Polyomavirus infections in humans are due to BK virus (BKV) and JC virus (JCV). Diseases associated with human polyomaviruses occur mostly in immunocompromised adults, e.g.,
progressive multifocal leukoencephalopathy (PML), caused by JCV, in
AIDS patients and
hemorrhagic cystitis and uretral
stenosis, caused by BKV, in transplant recipients. No
therapy is available for these diseases, which necessitates the development of chemical entities that are active against polyomaviruses. Several
antiviral compounds were evaluated to determine their effects on the in vitro replication of mouse polyomavirus and the primate viruses simian virus 40 (SV40), SV40 PML-1, and SV40 PML-2. The activity of the different compounds was assessed by a cytopathic effect reduction assay and confirmed in a virus yield assay.
Cidofovir [
HPMPC; (S)-1-(3-hydroxy-2-phosphonylmethoxypropyl)
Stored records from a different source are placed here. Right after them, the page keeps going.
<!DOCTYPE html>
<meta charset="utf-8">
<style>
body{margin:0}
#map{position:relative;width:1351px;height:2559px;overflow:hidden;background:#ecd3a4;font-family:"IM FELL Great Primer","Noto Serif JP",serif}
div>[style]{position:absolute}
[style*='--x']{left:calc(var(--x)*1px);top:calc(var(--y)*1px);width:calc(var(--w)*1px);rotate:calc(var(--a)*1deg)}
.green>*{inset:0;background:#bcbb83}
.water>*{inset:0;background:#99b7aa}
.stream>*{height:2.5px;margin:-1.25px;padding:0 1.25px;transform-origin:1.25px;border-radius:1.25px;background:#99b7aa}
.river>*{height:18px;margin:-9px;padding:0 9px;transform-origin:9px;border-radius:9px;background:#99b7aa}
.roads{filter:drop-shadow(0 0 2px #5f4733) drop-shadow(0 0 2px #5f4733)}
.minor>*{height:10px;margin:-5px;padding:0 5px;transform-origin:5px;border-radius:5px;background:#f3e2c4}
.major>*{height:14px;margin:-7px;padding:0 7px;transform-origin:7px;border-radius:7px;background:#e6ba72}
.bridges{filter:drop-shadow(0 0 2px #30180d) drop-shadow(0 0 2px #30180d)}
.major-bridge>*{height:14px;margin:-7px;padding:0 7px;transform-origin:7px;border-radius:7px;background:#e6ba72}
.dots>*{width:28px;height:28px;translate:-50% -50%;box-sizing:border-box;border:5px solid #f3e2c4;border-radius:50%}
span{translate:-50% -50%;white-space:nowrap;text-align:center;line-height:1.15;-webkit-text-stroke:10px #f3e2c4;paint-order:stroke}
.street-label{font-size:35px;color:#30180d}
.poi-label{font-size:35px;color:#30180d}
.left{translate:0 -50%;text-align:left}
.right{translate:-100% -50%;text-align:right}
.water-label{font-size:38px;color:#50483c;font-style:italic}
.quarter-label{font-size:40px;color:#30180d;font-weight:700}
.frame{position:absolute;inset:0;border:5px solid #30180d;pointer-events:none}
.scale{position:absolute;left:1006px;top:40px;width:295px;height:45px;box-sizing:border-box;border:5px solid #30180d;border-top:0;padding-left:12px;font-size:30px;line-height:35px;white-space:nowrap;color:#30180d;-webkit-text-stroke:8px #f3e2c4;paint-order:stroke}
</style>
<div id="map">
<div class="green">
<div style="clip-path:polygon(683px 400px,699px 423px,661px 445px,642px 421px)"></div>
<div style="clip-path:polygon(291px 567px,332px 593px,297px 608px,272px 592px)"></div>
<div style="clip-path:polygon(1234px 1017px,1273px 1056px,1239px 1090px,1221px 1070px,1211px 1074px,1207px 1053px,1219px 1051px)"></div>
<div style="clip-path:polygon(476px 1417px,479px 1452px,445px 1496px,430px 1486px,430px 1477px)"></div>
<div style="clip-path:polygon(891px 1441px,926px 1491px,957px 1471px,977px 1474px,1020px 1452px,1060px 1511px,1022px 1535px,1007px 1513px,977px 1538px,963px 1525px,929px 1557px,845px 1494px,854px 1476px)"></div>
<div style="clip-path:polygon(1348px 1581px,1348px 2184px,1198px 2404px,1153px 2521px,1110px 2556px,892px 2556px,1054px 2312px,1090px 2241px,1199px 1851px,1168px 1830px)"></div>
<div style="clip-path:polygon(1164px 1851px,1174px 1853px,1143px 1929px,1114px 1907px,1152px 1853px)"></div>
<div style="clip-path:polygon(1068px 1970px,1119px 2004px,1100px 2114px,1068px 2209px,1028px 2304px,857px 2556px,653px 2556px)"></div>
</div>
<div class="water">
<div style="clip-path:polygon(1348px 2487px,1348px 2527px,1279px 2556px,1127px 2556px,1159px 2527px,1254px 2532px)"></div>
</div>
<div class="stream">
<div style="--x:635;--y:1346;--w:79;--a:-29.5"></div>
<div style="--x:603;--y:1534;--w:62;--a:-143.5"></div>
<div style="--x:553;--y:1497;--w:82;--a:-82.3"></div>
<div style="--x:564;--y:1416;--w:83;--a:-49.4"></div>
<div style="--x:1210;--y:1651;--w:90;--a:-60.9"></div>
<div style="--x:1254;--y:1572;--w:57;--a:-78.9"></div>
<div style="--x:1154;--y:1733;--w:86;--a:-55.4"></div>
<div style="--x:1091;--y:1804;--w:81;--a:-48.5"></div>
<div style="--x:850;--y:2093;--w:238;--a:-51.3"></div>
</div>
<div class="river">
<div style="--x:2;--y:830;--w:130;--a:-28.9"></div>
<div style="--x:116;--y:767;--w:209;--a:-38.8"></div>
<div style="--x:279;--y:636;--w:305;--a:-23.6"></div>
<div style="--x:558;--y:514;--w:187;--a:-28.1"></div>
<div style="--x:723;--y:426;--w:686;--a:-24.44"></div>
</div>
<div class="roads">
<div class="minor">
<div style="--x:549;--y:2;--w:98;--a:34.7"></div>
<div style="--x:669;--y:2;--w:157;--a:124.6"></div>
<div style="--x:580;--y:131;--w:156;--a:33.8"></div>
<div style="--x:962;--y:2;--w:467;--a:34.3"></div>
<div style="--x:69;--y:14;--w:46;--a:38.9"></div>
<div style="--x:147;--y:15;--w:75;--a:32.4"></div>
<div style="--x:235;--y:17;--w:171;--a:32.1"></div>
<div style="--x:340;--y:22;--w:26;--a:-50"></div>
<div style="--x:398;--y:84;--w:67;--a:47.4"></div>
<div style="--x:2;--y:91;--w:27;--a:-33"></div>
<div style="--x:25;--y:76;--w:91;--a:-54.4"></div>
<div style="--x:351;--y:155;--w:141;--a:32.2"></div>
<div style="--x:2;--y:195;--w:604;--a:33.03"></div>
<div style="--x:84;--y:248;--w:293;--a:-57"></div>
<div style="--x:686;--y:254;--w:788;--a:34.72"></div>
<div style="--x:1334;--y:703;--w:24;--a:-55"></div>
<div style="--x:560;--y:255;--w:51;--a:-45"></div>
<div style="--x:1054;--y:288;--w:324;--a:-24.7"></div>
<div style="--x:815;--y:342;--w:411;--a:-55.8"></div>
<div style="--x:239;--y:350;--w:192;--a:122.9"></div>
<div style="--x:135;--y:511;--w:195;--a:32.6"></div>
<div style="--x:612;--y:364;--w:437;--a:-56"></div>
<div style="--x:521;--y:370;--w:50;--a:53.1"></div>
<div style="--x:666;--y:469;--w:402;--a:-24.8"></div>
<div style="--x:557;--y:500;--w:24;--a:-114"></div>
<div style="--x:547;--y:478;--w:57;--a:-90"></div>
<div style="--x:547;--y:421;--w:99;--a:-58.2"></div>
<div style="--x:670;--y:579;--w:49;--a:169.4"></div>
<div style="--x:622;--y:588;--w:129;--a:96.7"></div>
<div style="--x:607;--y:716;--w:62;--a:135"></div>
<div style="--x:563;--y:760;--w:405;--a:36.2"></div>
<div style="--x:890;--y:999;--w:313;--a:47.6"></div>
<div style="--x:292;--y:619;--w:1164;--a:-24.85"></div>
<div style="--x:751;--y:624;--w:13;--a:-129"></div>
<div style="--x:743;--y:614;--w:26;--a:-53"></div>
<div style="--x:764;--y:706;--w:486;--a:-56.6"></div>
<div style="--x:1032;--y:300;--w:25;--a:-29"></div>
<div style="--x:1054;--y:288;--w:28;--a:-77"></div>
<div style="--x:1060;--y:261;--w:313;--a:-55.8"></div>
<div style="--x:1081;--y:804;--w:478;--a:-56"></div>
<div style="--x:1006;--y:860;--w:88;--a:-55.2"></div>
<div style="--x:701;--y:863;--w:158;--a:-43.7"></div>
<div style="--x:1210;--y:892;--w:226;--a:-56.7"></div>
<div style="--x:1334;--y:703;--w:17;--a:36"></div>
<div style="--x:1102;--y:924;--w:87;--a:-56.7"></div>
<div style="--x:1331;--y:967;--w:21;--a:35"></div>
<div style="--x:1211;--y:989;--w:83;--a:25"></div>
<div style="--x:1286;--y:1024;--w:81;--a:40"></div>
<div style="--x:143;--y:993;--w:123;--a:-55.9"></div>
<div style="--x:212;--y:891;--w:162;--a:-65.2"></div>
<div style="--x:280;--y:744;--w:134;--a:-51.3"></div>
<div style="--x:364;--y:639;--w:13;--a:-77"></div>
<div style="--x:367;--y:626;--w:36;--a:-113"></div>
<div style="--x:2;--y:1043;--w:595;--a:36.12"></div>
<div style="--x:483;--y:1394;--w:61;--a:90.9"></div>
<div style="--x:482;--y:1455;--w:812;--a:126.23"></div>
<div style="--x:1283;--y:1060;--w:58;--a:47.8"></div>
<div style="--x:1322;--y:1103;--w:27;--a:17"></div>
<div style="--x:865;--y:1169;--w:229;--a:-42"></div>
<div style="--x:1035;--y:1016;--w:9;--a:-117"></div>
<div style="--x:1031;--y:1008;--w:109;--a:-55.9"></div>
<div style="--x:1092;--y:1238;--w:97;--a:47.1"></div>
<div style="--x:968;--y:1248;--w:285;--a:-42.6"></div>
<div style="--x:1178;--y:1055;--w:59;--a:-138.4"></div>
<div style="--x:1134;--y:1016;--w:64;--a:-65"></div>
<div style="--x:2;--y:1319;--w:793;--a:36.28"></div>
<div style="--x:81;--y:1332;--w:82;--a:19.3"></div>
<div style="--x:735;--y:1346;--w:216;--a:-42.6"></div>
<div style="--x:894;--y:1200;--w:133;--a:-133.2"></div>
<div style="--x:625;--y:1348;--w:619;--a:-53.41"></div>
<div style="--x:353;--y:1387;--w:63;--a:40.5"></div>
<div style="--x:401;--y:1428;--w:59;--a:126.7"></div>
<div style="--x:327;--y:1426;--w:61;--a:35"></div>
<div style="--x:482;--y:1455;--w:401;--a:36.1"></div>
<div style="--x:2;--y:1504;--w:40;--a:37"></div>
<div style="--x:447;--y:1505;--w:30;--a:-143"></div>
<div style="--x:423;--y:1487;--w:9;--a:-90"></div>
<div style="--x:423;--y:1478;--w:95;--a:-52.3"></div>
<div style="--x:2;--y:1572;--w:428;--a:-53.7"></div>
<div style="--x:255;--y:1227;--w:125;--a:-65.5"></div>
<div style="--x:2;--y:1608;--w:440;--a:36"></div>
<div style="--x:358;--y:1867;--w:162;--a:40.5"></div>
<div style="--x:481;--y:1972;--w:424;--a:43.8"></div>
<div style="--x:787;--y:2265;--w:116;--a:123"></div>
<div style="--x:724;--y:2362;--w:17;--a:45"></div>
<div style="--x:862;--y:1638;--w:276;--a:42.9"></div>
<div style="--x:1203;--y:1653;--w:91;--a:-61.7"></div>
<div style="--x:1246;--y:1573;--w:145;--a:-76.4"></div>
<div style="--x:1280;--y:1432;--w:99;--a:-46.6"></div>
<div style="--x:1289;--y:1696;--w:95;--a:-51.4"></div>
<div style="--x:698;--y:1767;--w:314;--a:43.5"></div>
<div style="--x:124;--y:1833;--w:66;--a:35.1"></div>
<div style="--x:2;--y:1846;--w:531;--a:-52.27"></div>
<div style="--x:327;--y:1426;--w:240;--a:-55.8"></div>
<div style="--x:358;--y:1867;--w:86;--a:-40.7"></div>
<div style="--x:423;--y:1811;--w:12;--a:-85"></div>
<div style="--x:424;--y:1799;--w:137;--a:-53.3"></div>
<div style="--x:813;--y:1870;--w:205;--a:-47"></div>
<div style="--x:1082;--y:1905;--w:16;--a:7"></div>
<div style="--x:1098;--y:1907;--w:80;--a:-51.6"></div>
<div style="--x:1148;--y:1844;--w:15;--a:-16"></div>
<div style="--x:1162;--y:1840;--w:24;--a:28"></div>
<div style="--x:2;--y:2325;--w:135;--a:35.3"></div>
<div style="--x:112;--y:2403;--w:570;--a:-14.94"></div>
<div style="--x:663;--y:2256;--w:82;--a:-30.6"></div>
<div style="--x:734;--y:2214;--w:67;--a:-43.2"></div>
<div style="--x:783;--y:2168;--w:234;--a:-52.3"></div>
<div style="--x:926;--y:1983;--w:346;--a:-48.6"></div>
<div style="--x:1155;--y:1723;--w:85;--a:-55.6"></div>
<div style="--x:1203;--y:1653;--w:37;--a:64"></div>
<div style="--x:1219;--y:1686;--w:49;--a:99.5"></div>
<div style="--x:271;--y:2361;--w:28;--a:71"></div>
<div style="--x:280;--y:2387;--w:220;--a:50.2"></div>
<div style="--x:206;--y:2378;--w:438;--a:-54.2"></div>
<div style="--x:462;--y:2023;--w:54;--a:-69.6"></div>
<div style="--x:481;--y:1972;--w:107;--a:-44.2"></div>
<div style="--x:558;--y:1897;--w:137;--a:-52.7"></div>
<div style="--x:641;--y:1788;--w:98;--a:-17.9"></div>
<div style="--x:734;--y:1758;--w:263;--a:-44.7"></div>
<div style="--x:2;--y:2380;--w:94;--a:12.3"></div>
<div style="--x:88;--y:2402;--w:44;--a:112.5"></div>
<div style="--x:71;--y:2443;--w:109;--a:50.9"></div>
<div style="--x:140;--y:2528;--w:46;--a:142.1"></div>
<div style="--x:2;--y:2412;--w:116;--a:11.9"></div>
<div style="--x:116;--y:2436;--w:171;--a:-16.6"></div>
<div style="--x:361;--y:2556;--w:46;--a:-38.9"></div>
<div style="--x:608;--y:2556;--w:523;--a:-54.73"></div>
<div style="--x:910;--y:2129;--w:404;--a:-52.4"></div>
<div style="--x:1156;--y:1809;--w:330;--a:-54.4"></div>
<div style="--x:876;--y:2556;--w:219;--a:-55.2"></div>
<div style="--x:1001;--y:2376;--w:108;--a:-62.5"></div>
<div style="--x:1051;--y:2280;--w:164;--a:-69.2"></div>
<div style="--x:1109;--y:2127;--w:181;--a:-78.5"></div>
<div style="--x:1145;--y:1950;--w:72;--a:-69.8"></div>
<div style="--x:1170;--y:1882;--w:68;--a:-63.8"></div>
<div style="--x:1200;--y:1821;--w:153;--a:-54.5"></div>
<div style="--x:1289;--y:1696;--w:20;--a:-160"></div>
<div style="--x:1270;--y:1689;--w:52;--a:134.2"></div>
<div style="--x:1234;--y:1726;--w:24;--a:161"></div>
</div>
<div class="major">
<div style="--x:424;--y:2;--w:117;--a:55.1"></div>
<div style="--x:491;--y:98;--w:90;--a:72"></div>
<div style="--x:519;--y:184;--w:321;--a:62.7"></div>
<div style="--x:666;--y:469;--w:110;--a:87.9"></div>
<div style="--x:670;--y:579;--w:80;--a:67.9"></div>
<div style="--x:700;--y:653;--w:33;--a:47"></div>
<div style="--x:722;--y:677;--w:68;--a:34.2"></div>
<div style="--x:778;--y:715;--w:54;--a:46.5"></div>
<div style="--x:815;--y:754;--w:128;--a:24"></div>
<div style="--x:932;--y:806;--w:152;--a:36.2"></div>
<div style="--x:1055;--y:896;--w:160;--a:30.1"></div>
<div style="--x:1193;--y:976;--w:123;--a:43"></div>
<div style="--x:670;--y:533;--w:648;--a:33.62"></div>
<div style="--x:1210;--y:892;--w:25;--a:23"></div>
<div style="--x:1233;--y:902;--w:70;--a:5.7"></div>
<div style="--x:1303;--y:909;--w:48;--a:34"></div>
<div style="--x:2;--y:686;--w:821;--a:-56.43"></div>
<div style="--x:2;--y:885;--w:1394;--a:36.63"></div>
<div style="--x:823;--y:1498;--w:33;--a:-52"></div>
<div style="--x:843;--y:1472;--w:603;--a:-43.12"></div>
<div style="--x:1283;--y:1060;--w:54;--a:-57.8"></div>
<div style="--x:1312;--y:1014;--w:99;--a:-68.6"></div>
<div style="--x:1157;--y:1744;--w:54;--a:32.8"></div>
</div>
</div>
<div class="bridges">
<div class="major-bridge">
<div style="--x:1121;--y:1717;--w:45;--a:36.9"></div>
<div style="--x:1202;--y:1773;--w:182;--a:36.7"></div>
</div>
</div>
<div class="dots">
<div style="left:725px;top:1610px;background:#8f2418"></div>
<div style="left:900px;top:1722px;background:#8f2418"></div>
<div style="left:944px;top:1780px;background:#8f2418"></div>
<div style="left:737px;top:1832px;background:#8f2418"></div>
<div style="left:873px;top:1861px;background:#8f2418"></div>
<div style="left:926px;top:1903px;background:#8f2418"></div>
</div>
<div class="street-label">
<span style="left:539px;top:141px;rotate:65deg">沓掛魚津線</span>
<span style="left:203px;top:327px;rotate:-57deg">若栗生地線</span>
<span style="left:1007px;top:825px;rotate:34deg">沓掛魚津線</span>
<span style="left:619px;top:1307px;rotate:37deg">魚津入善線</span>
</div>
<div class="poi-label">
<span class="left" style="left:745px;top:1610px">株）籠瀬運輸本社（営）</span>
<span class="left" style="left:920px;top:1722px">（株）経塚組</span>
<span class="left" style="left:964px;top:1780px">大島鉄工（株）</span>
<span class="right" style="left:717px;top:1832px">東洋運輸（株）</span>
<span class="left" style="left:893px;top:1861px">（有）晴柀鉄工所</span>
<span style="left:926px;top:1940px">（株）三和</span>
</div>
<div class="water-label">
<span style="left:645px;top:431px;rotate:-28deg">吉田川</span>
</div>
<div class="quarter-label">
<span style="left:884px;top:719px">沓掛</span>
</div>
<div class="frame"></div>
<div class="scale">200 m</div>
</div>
cytosine] and its cyclic counterpart emerged as the most selective antipolyomavirus agents. The 50% inhibitory concentrations for
HPMPC were in the range of 4 to 7 micrograms/ml, and its selectivity index varied from 11 to 20 for mouse polyomavirus and from 23 to 33 for SV40 strains in confluent cell monolayers. Cell cytotoxicity was up to 15-fold greater in growing cells. Other acyclic
nucleoside phosphonates (i.e.,
HPMPA; [(S)-9-(3-hydroxy-2-phosphonylmethoxypropyl)
adenine] and
PMEG [9-(2-phosphonylmethoxyethyl)-
guanine]) also showed some activity but had low selectivity. None of the other drugs tested against these animal viruses (i.e.,
acyclovir,
ganciclovir,
brivudine,
ribavirin,
foscarnet, and
cytarabine) showed significant activity. Thus,
HPMPC deserves further evaluation as a candidate
drug for
polyomavirus infections in the immunocompromised host.